« Pourquoi cherchez-vous le Vivant parmi les morts ? » Méditation sur l’Évangile de la veillée de Pâques par l’abbé Arthur Buekens.

Pâques 2019  Évangile de Luc 24,1-12

Le premier jour de la semaine, à la pointe de l’aurore, les femmes se rendirent au tombeau, portant les aromates qu’elles avaient préparés.
Elles trouvèrent la pierre roulée sur le côté du tombeau. Elles entrèrent, mais ne trouvèrent pas le corps du Seigneur Jésus.
Alors qu’elles étaient désemparées, voici que deux hommes se tinrent devant elles en habit éblouissant.
Saisies de crainte, elles gardaient leur visage incliné vers le sol.
Ils leur dirent : « Pourquoi cherchez-vous le Vivant parmi les morts ?
Il n’est pas ici, il est ressuscité.
Rappelez-vous ce qu’il vous a dit quand il était encore en Galilée : ‘Il faut que le Fils de l’homme soit livré aux mains des pécheurs, qu’il soit crucifié et que, le troisième jour, il ressuscite.’ »
Alors elles se rappelèrent les paroles qu’il avait dites.
Revenues du tombeau, elles rapportèrent tout cela aux Onze et à tous les autres. C’étaient Marie Madeleine, Jeanne,
et Marie mère de Jacques ; les autres femmes qui les accompagnaient disaient la même chose aux Apôtres.
Mais ces propos leur semblèrent délirants, et ils ne les croyaient pas.
Alors Pierre se leva et courut au tombeau ; mais en se penchant, il vit les linges, et eux seuls. Il s’en retourna chez lui, tout étonné de ce qui était arrivé.

Notre ami  l’abbé Arthur Buekens nous a livré son commentaire de l’Évangile de la vigile de Pâques, puisse cette lecture nous inspirer pour notre fête de Pâques et dans notre vie quotidienne.  

La résurrection de Jésus n’a de sens que si, comme communauté chrétienne mais aussi comme personnes, nous sommes, par nos vies, des témoins de sa vie, si nous sommes aujourd’hui des acteurs, vivant dans notre monde comme Jésus a vécu dans le sien ! Et ça n’est pas évident, loin de là ! Ce ne l’a jamais été d’ailleurs ! Les textes de la liturgie de la nuit de Pâques le montrent clairement.

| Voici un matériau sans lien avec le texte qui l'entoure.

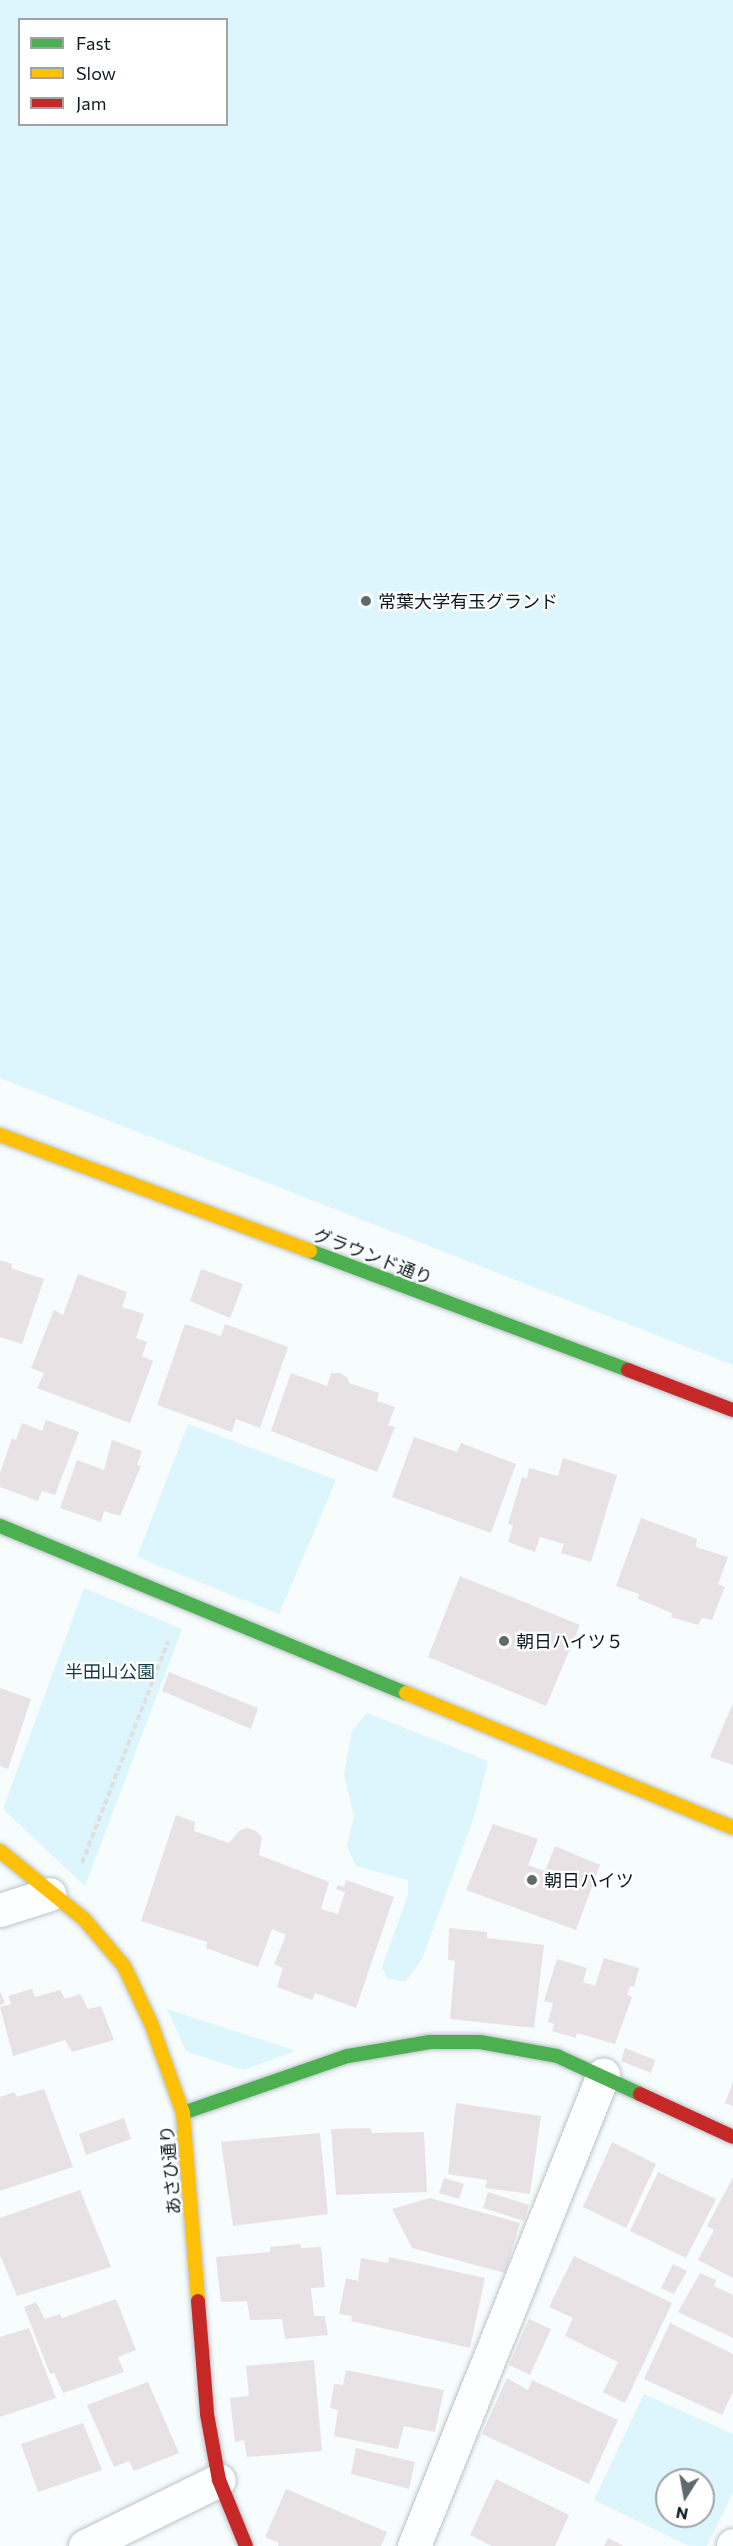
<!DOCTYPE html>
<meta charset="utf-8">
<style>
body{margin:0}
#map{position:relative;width:733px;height:2546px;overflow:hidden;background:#f7fcfd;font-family:Commissioner,"Noto Sans JP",sans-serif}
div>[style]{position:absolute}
.green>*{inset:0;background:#ddf5fc}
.building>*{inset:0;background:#e9e2e4}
.path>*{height:4px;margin-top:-2px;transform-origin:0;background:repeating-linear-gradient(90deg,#dfe1e1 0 6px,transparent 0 9px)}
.roads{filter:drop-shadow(0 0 2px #bac3c6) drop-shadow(0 0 2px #bac3c6)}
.street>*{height:33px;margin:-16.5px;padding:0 16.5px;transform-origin:16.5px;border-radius:16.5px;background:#feffff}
.fast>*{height:14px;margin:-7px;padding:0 7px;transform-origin:7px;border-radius:7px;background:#4caf50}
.slow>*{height:14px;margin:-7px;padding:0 7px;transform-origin:7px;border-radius:7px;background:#ffc107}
.jam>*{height:14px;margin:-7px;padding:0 7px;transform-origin:7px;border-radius:7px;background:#c62828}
.dots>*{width:16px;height:16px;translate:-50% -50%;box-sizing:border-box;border:3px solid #fff;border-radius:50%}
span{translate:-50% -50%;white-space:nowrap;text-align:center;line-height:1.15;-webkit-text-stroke:4.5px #fff;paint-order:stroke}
.poi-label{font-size:18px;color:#0d1b1f}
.left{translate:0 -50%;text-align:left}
.street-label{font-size:18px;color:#0d1b1f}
.park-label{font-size:18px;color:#123b47}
.legend{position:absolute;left:18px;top:18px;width:210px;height:108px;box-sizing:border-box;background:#fff;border:2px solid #9ea4a5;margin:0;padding:8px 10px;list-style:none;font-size:18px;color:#0d1b1f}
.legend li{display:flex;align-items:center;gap:12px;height:30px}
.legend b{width:30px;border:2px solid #9ea4a5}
.north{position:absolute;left:655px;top:2468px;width:60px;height:60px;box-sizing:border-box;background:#fff;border:2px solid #9ea4a5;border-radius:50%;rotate:191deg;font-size:16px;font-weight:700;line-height:24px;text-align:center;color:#0d1b1f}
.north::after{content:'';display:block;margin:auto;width:21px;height:27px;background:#5f6a6d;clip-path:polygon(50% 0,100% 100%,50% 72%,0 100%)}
</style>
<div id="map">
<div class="green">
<div style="clip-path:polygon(evenodd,0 0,733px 0,733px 1365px,0 1078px,0 0,20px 20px,226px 20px,226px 124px,20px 124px,20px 20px)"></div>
<div style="clip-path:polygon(188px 1424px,336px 1480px,279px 1614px,137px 1557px)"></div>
<div style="clip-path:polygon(84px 1588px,182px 1629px,85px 1886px,3px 1809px)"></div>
<div style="clip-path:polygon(367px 1713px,488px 1761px,475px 1814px,422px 1959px,405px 1982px,387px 1978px,382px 1967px,408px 1895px,408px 1880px,356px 1866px,347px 1846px,354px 1817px,344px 1774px,352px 1731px)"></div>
<div style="clip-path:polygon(167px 2009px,296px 2051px,243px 2070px,186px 2051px)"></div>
<div style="clip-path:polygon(evenodd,644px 2394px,733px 2434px,733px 2492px,707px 2546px,689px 2546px,594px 2500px,644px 2394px,667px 2480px,703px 2480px,703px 2516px,667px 2516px,667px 2480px)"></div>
</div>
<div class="building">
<div style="clip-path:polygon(0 1260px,12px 1264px,11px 1268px,44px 1279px,22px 1344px,0 1337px)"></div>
<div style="clip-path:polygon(201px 1269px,243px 1284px,230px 1318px,190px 1301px)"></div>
<div style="clip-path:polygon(78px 1274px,127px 1292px,122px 1307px,144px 1314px,136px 1338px,147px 1342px,142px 1356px,153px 1361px,130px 1423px,37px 1388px,44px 1373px,31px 1368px,54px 1310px,63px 1315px)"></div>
<div style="clip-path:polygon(185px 1324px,221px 1336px,225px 1324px,288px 1347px,260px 1428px,236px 1419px,232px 1432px,157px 1405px)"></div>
<div style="clip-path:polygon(291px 1373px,327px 1386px,331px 1373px,340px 1373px,348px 1378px,349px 1383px,379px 1393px,377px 1401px,395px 1407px,388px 1425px,395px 1427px,377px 1472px,271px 1431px)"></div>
<div style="clip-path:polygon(46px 1420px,79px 1432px,55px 1495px,42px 1491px,38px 1501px,0 1487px,0 1473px,12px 1438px,16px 1440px,22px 1423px,42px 1431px)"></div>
<div style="clip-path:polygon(414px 1437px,457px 1452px,461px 1443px,516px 1464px,491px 1533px,392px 1497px)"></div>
<div style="clip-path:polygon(112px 1440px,142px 1451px,137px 1465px,141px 1466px,120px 1516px,104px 1511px,101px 1522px,60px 1508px,77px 1460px,104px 1470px)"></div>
<div style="clip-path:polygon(563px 1458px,617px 1475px,591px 1562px,561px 1553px,564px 1544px,540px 1537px,535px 1552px,508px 1542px,513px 1525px,508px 1524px,522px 1477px,527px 1479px,529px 1468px,558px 1476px)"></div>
<div style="clip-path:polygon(641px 1518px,697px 1539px,696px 1547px,728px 1557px,718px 1584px,725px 1587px,712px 1620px,702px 1618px,698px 1625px,671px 1617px,672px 1613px,638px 1599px,639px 1594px,616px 1586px)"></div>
<div style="clip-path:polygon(460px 1576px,580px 1625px,546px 1706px,428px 1657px)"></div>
<div style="clip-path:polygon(169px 1672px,258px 1708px,251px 1729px,162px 1691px)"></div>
<div style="clip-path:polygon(0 1688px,31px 1699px,8px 1769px,0 1766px)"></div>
<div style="clip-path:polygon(733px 1703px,733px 1765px,710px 1757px)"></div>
<div style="clip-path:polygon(176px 1815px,195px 1822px,194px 1831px,229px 1843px,239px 1831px,247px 1828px,256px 1831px,262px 1837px,259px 1855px,329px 1882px,321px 1909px,338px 1914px,345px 1892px,336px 1889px,338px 1885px,344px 1887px,346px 1880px,394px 1897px,356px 2008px,315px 1993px,312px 2000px,277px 1987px,283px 1968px,274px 1964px,286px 1935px,272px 1929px,258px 1967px,206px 1948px,207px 1942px,141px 1921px)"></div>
<div style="clip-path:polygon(493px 1824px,538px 1839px,528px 1865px,545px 1871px,555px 1846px,600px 1865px,576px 1930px,466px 1890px)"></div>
<div style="clip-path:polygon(449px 1928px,487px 1932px,487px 1938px,544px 1945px,534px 2028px,450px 2019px,455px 1961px,448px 1960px)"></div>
<div style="clip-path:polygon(604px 1958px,639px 1968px,634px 1987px,630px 1986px,627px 1995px,632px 1997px,615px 2044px,577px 2033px,576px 2038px,552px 2031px,554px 2024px,548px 2022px,553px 2003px,544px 2001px,557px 1959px,587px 1968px,583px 1982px,595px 1986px)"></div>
<div style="clip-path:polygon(32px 1989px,35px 1997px,60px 1990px,65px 1999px,80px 1994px,88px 2009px,101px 2006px,114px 2040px,72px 2052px,65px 2040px,13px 2056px,0 2007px,11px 2004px,8px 1996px)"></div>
<div style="clip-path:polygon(0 1991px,5px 2003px,0 2005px)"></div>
<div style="clip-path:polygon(625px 2048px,655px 2060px,651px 2073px,621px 2061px)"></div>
<div style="clip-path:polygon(733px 2082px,733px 2106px,725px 2103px)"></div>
<div style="clip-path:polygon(44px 2089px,73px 2167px,0 2191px,0 2097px,14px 2092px,17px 2097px)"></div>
<div style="clip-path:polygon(456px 2103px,541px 2116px,530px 2194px,485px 2188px,487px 2180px,448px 2174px)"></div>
<div style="clip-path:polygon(124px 2118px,131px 2139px,86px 2155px,79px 2134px)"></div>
<div style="clip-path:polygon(370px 2128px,372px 2133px,424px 2132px,427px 2192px,336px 2195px,331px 2129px)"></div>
<div style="clip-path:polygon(320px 2133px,328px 2214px,233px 2226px,221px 2142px)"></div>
<div style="clip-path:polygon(612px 2142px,656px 2164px,626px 2228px,583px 2207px)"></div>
<div style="clip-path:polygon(658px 2172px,716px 2199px,686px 2258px,630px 2231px)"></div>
<div style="clip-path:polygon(733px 2177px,733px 2278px,698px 2260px,714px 2230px,707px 2226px)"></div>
<div style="clip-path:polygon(444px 2178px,464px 2184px,459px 2199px,439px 2193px)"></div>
<div style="clip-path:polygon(80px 2190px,111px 2267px,17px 2296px,0 2255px,0 2218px)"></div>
<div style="clip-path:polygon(488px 2192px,529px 2205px,524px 2221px,483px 2208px)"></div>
<div style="clip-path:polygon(430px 2198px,520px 2223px,505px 2273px,412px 2248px,392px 2209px)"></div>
<div style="clip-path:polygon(300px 2244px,301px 2248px,321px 2247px,325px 2287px,311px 2288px,314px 2316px,325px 2316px,328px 2335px,285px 2339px,282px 2319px,250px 2320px,247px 2301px,221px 2302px,216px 2257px,270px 2252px,270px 2247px)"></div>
<div style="clip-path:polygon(574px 2256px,672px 2303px,625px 2403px,603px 2392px,618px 2362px,565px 2336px,573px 2318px,549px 2307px)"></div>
<div style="clip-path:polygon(389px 2257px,485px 2278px,470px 2348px,351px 2321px,352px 2316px,339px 2314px,346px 2278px,358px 2281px,361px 2258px,388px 2263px)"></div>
<div style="clip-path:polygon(673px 2264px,687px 2271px,674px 2294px,661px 2288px)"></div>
<div style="clip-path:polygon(700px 2273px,716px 2280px,714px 2286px,733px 2295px,733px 2338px,678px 2312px)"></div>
<div style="clip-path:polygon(116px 2299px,136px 2350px,118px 2357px,124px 2372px,63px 2393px,54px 2373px,50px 2374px,24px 2307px,36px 2302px,45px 2319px,60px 2314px,62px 2318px)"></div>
<div style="clip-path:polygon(529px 2319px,551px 2329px,530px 2375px,509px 2365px)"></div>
<div style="clip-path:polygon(670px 2323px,733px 2354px,733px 2392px,722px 2415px,644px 2379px)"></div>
<div style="clip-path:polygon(29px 2328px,56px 2398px,0 2417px,0 2337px)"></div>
<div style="clip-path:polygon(314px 2360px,322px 2451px,247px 2457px,244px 2440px,235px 2442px,230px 2398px,249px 2396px,246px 2366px)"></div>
<div style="clip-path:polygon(346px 2370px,444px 2390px,435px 2432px,404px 2426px,398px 2449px,334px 2436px,338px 2410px,330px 2408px,334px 2384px,343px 2385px)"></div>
<div style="clip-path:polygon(507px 2378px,528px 2390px,532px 2380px,618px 2420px,589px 2484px,482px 2434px)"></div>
<div style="clip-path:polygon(148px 2382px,179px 2453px,134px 2471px,129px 2461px,114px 2467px,87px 2405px)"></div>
<div style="clip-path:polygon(83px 2423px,102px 2470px,38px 2492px,21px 2444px)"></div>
<div style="clip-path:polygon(356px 2448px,415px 2462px,409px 2489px,351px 2474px)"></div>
<div style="clip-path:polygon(496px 2479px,569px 2515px,555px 2546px,492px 2546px,470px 2535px)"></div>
<div style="clip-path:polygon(286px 2489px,387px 2532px,381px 2546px,278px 2546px,279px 2543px,265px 2537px)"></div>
<div style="clip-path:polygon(608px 2538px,624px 2546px,604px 2546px)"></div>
</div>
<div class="path">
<div style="left:82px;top:1863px;width:238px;rotate:-68.8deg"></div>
</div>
<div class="roads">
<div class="street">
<div style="left:0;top:1910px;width:52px;rotate:-17.7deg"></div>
<div style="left:85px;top:2546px;width:149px;rotate:-26.2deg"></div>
<div style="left:414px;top:2546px;width:508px;rotate:-68.14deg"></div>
<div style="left:733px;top:2546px;width:1px;rotate:-90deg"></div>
</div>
<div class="fast">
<div style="left:310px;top:1251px;width:340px;rotate:20.5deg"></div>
<div style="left:0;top:1526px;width:439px;rotate:22.4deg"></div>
<div style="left:183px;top:2113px;width:175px;rotate:-19.1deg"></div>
<div style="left:348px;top:2056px;width:83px;rotate:-9.7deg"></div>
<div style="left:430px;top:2042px;width:50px"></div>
<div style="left:480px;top:2042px;width:78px;rotate:10.3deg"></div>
<div style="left:557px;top:2056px;width:91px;rotate:24.6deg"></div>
</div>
<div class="slow">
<div style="left:0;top:1135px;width:331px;rotate:20.5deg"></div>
<div style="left:406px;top:1693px;width:354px;rotate:22.4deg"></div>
<div style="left:0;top:1851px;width:108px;rotate:39deg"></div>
<div style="left:84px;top:1919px;width:62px;rotate:49.6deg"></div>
<div style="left:124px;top:1966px;width:63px;rotate:64.7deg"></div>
<div style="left:151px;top:2023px;width:96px;rotate:70.4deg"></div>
<div style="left:183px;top:2113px;width:189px;rotate:85.4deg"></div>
</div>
<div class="jam">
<div style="left:628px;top:1370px;width:112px;rotate:20.9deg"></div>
<div style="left:640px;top:2094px;width:102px;rotate:24.8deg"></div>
<div style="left:198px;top:2301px;width:113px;rotate:85.4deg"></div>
<div style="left:207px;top:2414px;width:67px;rotate:79.7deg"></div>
<div style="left:219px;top:2480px;width:71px;rotate:67.8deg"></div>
</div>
</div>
<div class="dots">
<div style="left:366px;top:601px;background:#5f6a6d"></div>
<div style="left:504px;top:1641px;background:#5f6a6d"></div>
<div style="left:532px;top:1880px;background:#5f6a6d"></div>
</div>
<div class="poi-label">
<span class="left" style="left:378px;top:601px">常葉大学有玉グランド</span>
<span class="left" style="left:516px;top:1641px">朝日ハイツ５</span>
<span class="left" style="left:544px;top:1880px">朝日ハイツ</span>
</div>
<div class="street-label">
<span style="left:373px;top:1256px;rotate:21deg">グラウンド通り</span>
<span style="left:170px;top:2170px;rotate:-95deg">あさひ通り</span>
</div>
<div class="park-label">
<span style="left:110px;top:1671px">半田山公園</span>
</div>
<ul class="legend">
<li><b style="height:8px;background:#4caf50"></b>Fast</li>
<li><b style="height:8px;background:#ffc107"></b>Slow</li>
<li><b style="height:8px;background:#c62828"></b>Jam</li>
</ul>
<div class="north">N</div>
</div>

Il me semble en effet difficile de ne pas voir que le témoignage de la résurrection commence par une crise au sein de la communauté. On oublie trop souvent de dire que des femmes aussi, et dès le début, étaient des disciples de Jésus. Des femmes donc se rendent au tombeau pendant que les hommes restent soigneusement enfermés entre quatre murs protecteurs. Certaines sont nommées par Luc : Marie-Madeleine, Jeanne, Marie mère de Jacques. Mais remarquez que Luc prend bien soin d’y ajouter qu’elles n’étaient pas que trois courageuses plus ou moins inconscientes : « et les autres femmes qui les accompagnaient ». Et ces disciples-femmes trouvent un tombeau vide : « elles entrèrent mais ne trouvèrent pas le corps du Seigneur ».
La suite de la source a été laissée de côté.